La cecità delle sinistre e delle destre è quella di sempre: il bipolarismo non si tocca, anche se barcolla. Ha le parvenze della Bellezza che Baudelaire descrive nei Fiori del Male: «troneggia nell’azzurro quale Sfinge incompresa», «odia ogni movimento che scompone le linee», e «mai piange, mai ride», nell’inerzia dell’immobilità. Bayrou promette invece di scomporre le linee, magari reintroducendo un 50% di proporzionale, pur di metter fine alla stasi.

Il socialista François Hollande è cieco, quando dice che «tra destra e sinistra non c’è nulla», e che dunque il 19% del Terzo Uomo equivale a zero. È come quando Malraux, ministro delle Cultura di De Gaulle, ignorava le sinistre non comuniste e proclamava con arrogante compiacimento che «tra noi gollisti e i comunisti, non c’è nulla».

L’eccezionalità francese svanisce: questa la verità che Bayrou dice tra le righe. Non si tratta di trasferire all’Europa le sovranità nazionali, perché le sovranità da trasferire son dissolte e semmai urge recuperarle tramite l’Europa. Parigi non è neppure efficace: non trascina gli alleati, non pensa, non guida. Opporsi alla guerra in Iraq fu gesto lucido, ma l’Eliseo non costruì su tale veggenza una politica.

Criticare il nazionalismo dei nuovi venuti a Est fu giusto, considerato l’antieuropeismo di Varsavia e Praga, ma fu veggenza che produsse solo risentimento nelle marche di confine dell’Unione. Lo stesso tandem con Berlino stagna: da anni viene usato per bloccare l’Europa, non per crearla. La Francia è nazione indispensabile nell’Unione: tutto quel che è stato costruito lo si deve a lei; tutto quel che è stato smantellato lo è stato a causa sua, dall’Europa della Difesa nel ’54 alla Costituzione nel 2005. Tanto più cruciale è il voto che sceglierà la successione di Chirac.

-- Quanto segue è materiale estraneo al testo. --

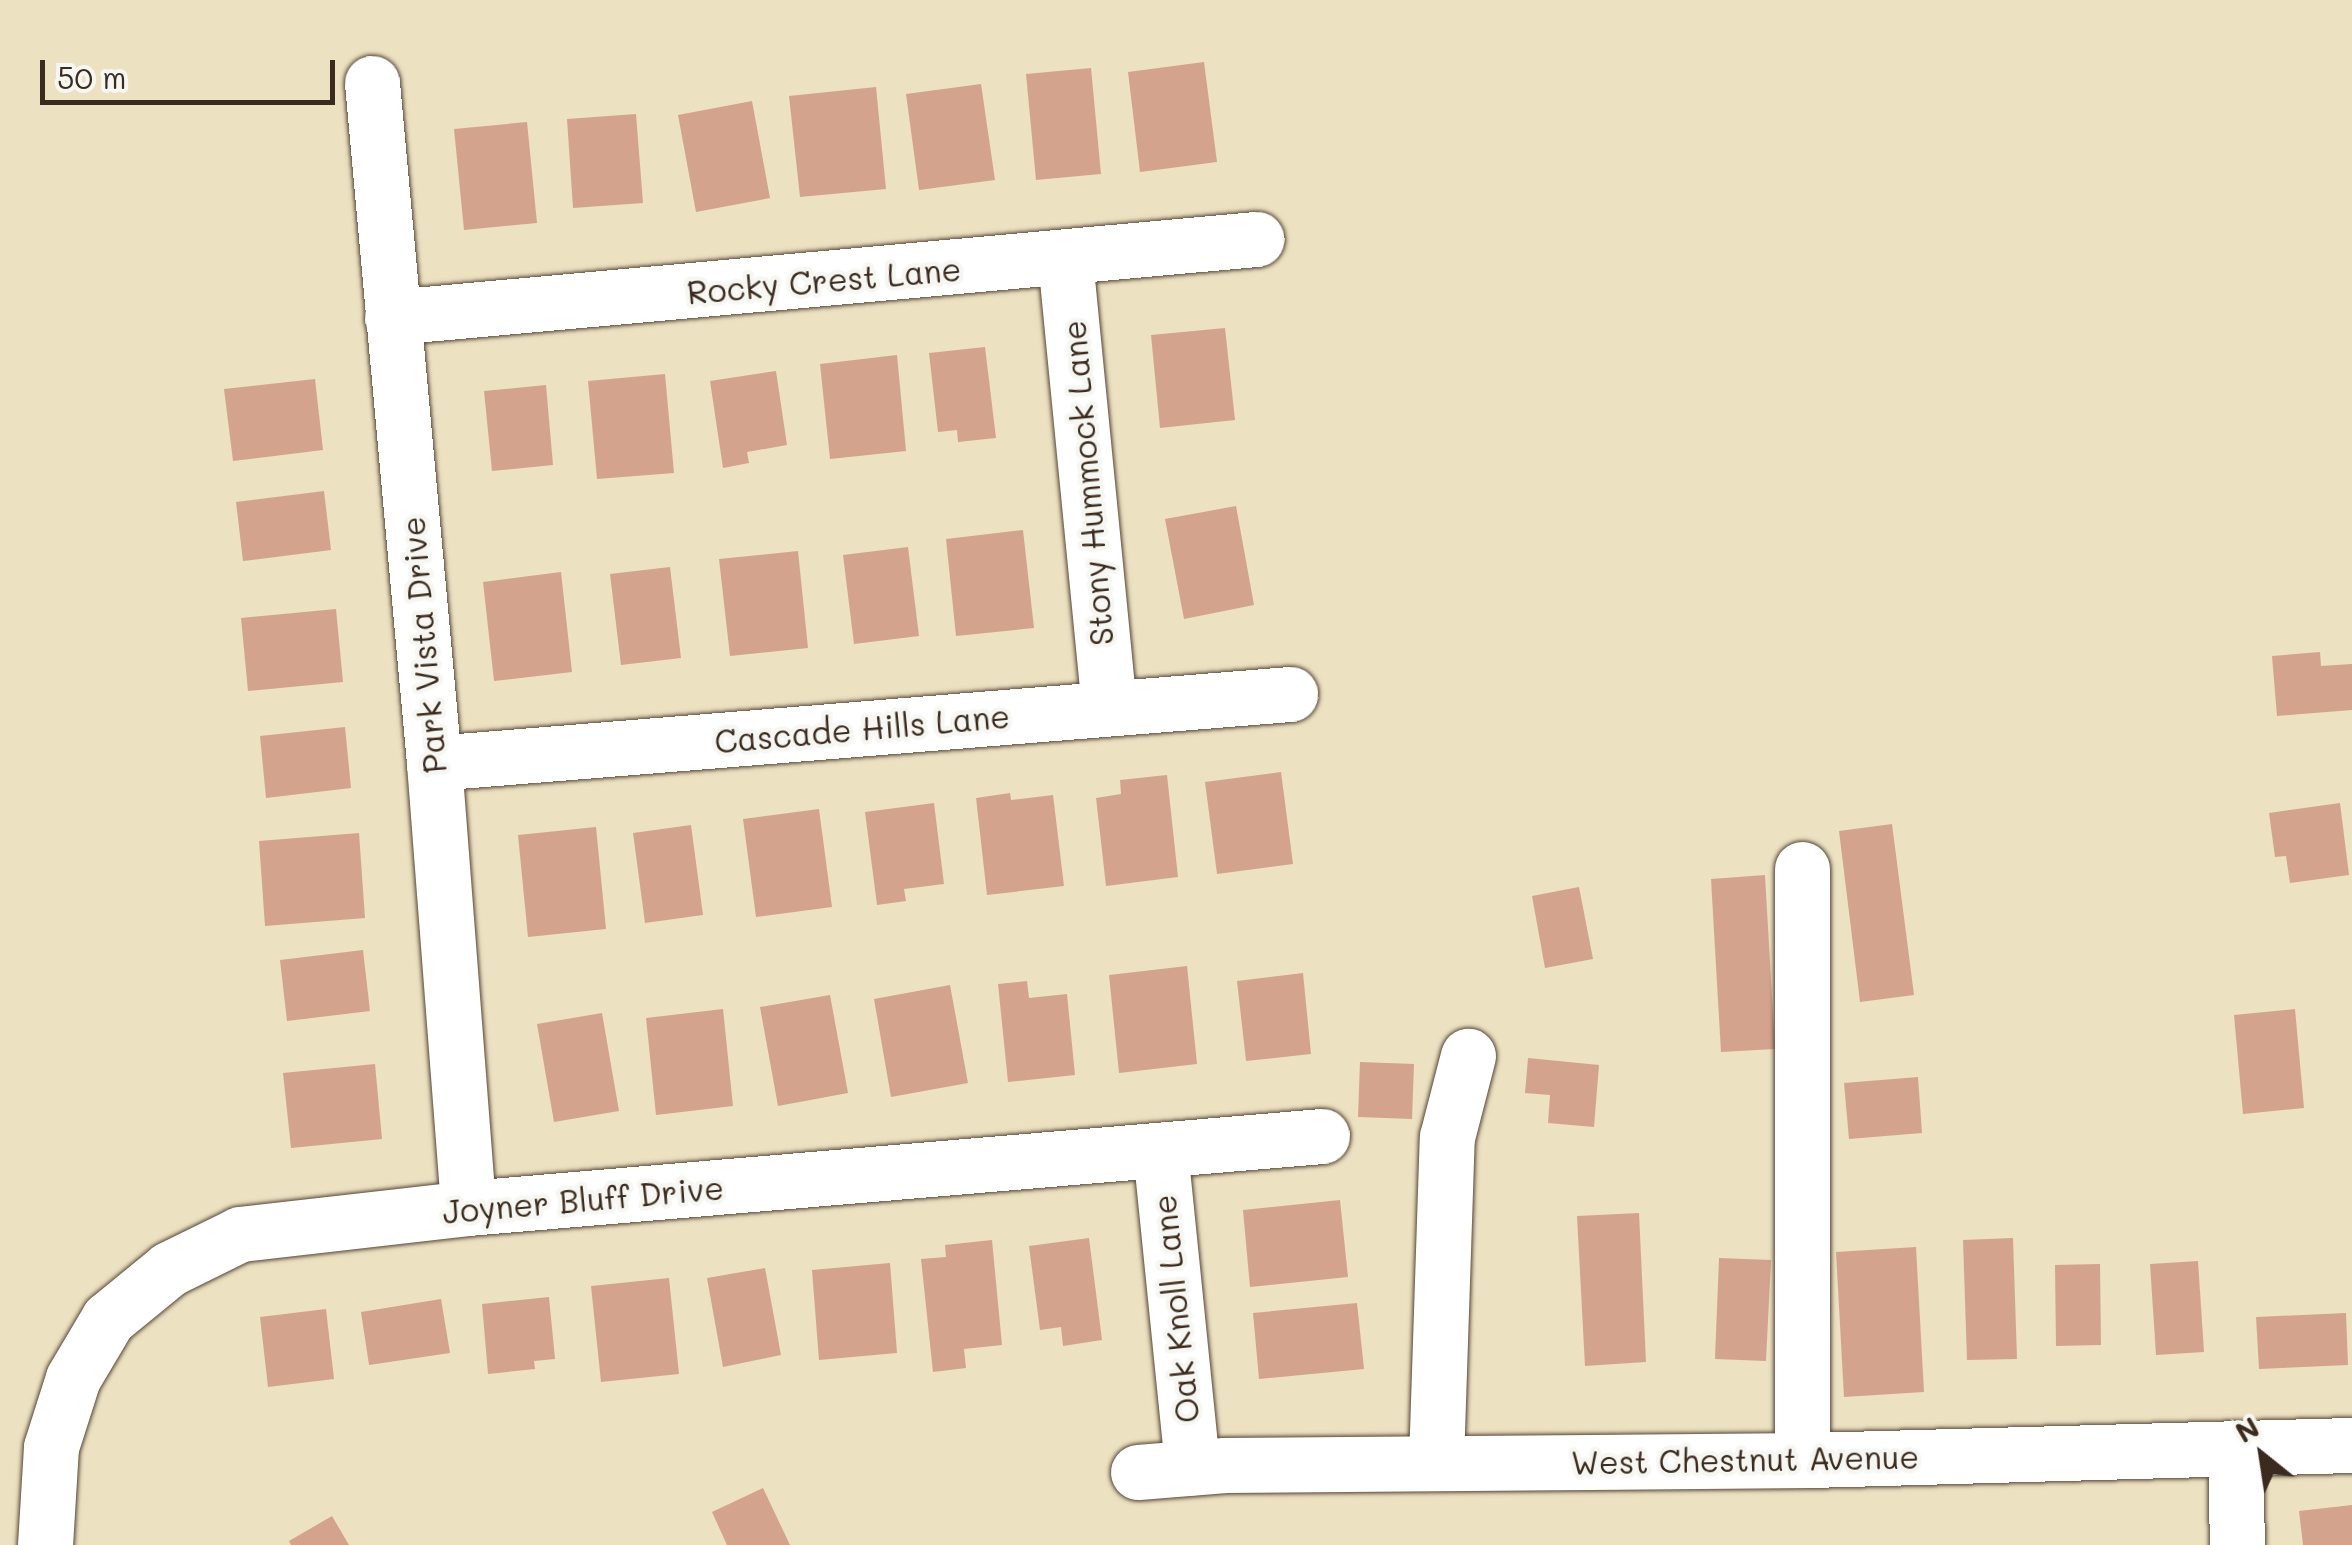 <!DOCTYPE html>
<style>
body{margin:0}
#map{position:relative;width:2352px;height:1545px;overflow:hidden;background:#ece1c1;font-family:Mali,sans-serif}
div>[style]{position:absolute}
.building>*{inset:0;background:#d4a38e}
.roads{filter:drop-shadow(0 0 2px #564536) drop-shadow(0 0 2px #564536)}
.minor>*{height:55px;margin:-27.5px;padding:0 27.5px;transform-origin:27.5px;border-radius:27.5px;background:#fff}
span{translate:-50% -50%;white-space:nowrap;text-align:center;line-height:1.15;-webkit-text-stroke:9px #f6f6f2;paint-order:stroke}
.street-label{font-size:32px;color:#3b2a1e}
.north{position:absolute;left:2212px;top:1405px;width:100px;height:100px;-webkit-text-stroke:8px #f6f6f2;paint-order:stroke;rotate:330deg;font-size:28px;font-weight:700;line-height:40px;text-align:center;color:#3b2a1e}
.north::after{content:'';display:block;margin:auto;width:35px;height:45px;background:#3b2a1e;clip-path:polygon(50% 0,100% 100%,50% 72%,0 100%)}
.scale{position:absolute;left:40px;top:60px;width:295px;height:45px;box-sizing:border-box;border:5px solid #3b2a1e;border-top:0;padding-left:12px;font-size:30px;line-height:35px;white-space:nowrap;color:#3b2a1e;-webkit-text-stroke:8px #f6f6f2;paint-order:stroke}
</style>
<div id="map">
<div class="building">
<i style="clip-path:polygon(1204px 62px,1217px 162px,1140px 172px,1128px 72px)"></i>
<i style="clip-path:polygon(1091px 68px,1101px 174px,1036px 180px,1026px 74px)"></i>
<i style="clip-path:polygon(981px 84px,995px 180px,919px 190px,906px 94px)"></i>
<i style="clip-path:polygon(876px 87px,886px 189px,800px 197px,789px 96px)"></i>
<i style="clip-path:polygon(752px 101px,770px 198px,696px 212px,678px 115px)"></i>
<i style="clip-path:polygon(636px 114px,643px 203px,573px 208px,567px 119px)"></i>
<i style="clip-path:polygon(527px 122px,537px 223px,464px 230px,454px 129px)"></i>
<i style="clip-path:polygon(1225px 328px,1235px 420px,1160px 428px,1151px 335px)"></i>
<i style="clip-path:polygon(985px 347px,996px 438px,958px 442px,957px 430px,938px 432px,929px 353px)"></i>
<i style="clip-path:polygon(897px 355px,906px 451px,830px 459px,820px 364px)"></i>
<i style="clip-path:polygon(776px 371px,787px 445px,747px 452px,749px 463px,723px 468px,710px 381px)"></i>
<i style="clip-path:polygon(665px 374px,674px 473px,597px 479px,588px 381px)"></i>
<i style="clip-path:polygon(315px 379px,323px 450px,233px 461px,224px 389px)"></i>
<i style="clip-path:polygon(546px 385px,553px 465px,492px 471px,484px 391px)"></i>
<i style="clip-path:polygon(324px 491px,331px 550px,243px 561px,236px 502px)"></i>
<i style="clip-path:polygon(1236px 506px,1254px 605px,1184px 619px,1165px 519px)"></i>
<i style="clip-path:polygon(1023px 530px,1034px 628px,956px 636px,946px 539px)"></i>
<i style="clip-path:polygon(908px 547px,919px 636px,854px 644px,843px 555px)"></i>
<i style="clip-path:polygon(798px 551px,808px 648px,730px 656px,719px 559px)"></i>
<i style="clip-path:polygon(670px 567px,681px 658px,621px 665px,610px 574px)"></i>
<i style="clip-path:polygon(561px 572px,572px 672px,494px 681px,483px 582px)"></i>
<i style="clip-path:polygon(336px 609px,343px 682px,248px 691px,241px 618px)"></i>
<i style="clip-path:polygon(2320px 652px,2321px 666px,2352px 664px,2352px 710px,2277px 716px,2272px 656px)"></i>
<i style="clip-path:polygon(345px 727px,351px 788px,266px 798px,260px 736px)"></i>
<i style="clip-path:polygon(1281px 772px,1293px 864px,1217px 874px,1205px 782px)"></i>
<i style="clip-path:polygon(1167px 775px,1178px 877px,1106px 886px,1096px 798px,1121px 794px,1120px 780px)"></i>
<i style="clip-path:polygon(1010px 793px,1011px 800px,1053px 795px,1064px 886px,987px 895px,976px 798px)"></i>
<i style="clip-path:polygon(934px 803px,944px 884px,904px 889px,906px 901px,877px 905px,865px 812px)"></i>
<i style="clip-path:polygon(2340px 803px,2349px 875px,2290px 883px,2286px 856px,2275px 857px,2269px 813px)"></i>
<i style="clip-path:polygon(819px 809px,832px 907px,756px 917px,743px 819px)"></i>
<i style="clip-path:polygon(1892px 824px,1914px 995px,1860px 1002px,1839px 831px)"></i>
<i style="clip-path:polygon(691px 825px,703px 915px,645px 923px,633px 833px)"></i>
<i style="clip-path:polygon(596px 827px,606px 929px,528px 937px,518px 835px)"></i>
<i style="clip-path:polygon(359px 833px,365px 918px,265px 926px,259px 841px)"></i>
<i style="clip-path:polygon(1765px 875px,1775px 1049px,1721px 1052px,1711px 879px)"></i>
<i style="clip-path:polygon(1579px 887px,1593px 959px,1545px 968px,1532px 896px)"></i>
<i style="clip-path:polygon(363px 950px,370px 1011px,287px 1021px,280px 960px)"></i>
<i style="clip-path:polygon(1187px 966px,1197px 1064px,1119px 1073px,1109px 975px)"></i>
<i style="clip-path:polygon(1303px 973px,1311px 1054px,1246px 1061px,1237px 981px)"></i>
<i style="clip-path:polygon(1027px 981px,1029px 998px,1067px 994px,1075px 1075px,1008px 1082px,998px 984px)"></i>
<i style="clip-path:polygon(950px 985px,968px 1083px,891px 1097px,874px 999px)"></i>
<i style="clip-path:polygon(830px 995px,848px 1093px,778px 1106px,760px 1007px)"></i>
<i style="clip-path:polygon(723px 1009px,733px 1106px,656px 1115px,646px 1018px)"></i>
<i style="clip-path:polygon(2295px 1009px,2304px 1108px,2243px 1114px,2234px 1015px)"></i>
<i style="clip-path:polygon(602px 1013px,619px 1111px,554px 1122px,537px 1024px)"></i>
<i style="clip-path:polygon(1528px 1058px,1599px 1065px,1594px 1127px,1548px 1123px,1550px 1095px,1525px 1093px)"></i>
<i style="clip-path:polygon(1360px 1062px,1414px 1064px,1412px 1119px,1358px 1117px)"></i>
<i style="clip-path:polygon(375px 1064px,382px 1139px,291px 1148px,283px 1073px)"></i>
<i style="clip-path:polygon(1918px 1077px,1922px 1133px,1849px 1139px,1844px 1083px)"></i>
<i style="clip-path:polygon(1340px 1200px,1348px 1277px,1250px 1287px,1243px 1210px)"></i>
<i style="clip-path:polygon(1639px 1213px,1646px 1362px,1585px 1366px,1577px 1216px)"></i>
<i style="clip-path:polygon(1089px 1238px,1102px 1340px,1063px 1346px,1061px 1327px,1040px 1330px,1029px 1246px)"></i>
<i style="clip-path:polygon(2013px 1238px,2017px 1359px,1967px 1360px,1963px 1240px)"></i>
<i style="clip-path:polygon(992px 1240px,1002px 1345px,964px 1349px,966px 1368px,933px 1372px,921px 1259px,946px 1257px,945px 1245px)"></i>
<i style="clip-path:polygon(1916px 1247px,1924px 1392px,1844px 1397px,1836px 1252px)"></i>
<i style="clip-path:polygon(1719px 1258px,1771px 1260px,1766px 1361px,1715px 1359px)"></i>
<i style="clip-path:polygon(2198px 1261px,2204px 1352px,2156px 1355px,2150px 1264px)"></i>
<i style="clip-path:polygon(890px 1263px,897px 1353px,819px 1360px,812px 1270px)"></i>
<i style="clip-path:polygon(2100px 1264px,2101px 1345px,2056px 1346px,2055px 1265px)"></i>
<i style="clip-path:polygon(765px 1268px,781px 1355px,723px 1367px,707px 1278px)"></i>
<i style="clip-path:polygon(669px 1278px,679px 1374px,601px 1382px,591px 1286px)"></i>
<i style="clip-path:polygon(549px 1297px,555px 1359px,534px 1361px,535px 1369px,488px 1374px,482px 1304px)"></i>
<i style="clip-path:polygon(441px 1299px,450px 1353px,369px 1365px,361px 1312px)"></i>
<i style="clip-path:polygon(1357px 1303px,1364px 1369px,1259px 1379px,1253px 1313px)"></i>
<i style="clip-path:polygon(326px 1309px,334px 1379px,268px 1387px,260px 1317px)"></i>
<i style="clip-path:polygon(2346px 1313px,2348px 1365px,2259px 1369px,2256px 1317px)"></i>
<i style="clip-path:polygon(763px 1488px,790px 1545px,727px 1545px,712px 1512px)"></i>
<i style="clip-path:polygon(2352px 1505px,2352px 1545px,2303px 1545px,2299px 1511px)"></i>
<i style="clip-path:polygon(332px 1516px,349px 1545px,291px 1545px,289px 1541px)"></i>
</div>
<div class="roads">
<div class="minor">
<i style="left:372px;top:83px;width:683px;rotate:84.79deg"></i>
<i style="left:434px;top:763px;width:446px;rotate:85.6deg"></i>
<i style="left:1065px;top:259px;width:451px;rotate:84.4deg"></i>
<i style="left:392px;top:317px;width:868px;rotate:-5.16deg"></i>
<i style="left:434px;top:763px;width:859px;rotate:-4.61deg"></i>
<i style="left:1160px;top:1150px;width:319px;rotate:84.2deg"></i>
<i style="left:2235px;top:1451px;width:94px;rotate:88.8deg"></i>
<i style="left:1802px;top:1460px;width:591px;rotate:-90deg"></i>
<i style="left:1436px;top:1462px;width:325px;rotate:-88.1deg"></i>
<i style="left:1447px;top:1137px;width:84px;rotate:-75.5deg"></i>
<i style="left:1138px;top:1472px;width:87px;rotate:-4.6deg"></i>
<i style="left:1225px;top:1465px;width:585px;rotate:-0.49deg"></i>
<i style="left:1810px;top:1460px;width:542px;rotate:-1.59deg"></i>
<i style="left:45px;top:1545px;width:98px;rotate:-86.5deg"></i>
<i style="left:51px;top:1447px;width:72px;rotate:-72.3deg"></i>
<i style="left:73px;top:1378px;width:69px;rotate:-59.3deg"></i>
<i style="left:108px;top:1319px;width:79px;rotate:-39.3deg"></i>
<i style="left:169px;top:1269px;width:79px;rotate:-26.2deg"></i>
<i style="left:240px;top:1234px;width:229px;rotate:-6.5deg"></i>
<i style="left:468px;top:1208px;width:857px;rotate:-4.82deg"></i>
</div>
</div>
<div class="street-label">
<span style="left:824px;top:280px;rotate:-5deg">Rocky Crest Lane</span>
<span style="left:1087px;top:483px;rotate:-95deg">Stony Hummock Lane</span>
<span style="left:423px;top:645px;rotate:-95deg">Park Vista Drive</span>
<span style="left:862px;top:728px;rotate:-5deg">Cascade Hills Lane</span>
<span style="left:583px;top:1199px;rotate:-5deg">Joyner Bluff Drive</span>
<span style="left:1175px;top:1309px;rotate:-96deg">Oak Knoll Lane</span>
<span style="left:1745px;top:1459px;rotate:-1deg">West Chestnut Avenue</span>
</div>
<div class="north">N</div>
<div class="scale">50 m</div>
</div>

Vale la pena ricordare che Bayrou ha scritto, nel ’94 per Flammarion, un libro su Enrico IV (Le Roi Libre, Il re libero). Enrico IV fu il monarca che sacrificò la personale fede protestante, per il bene pubblico e la fine di una sanguinosissima guerra di religioni. Il suo editto di Nantes fu l’inizio di una storica riconciliazione, e della nascita dello Stato laico in Francia. È un mito ben più promettente, non solo per la Francia ma per gli europei, dell’icona nazionalista e consolatrice di Giovanna d’Arco.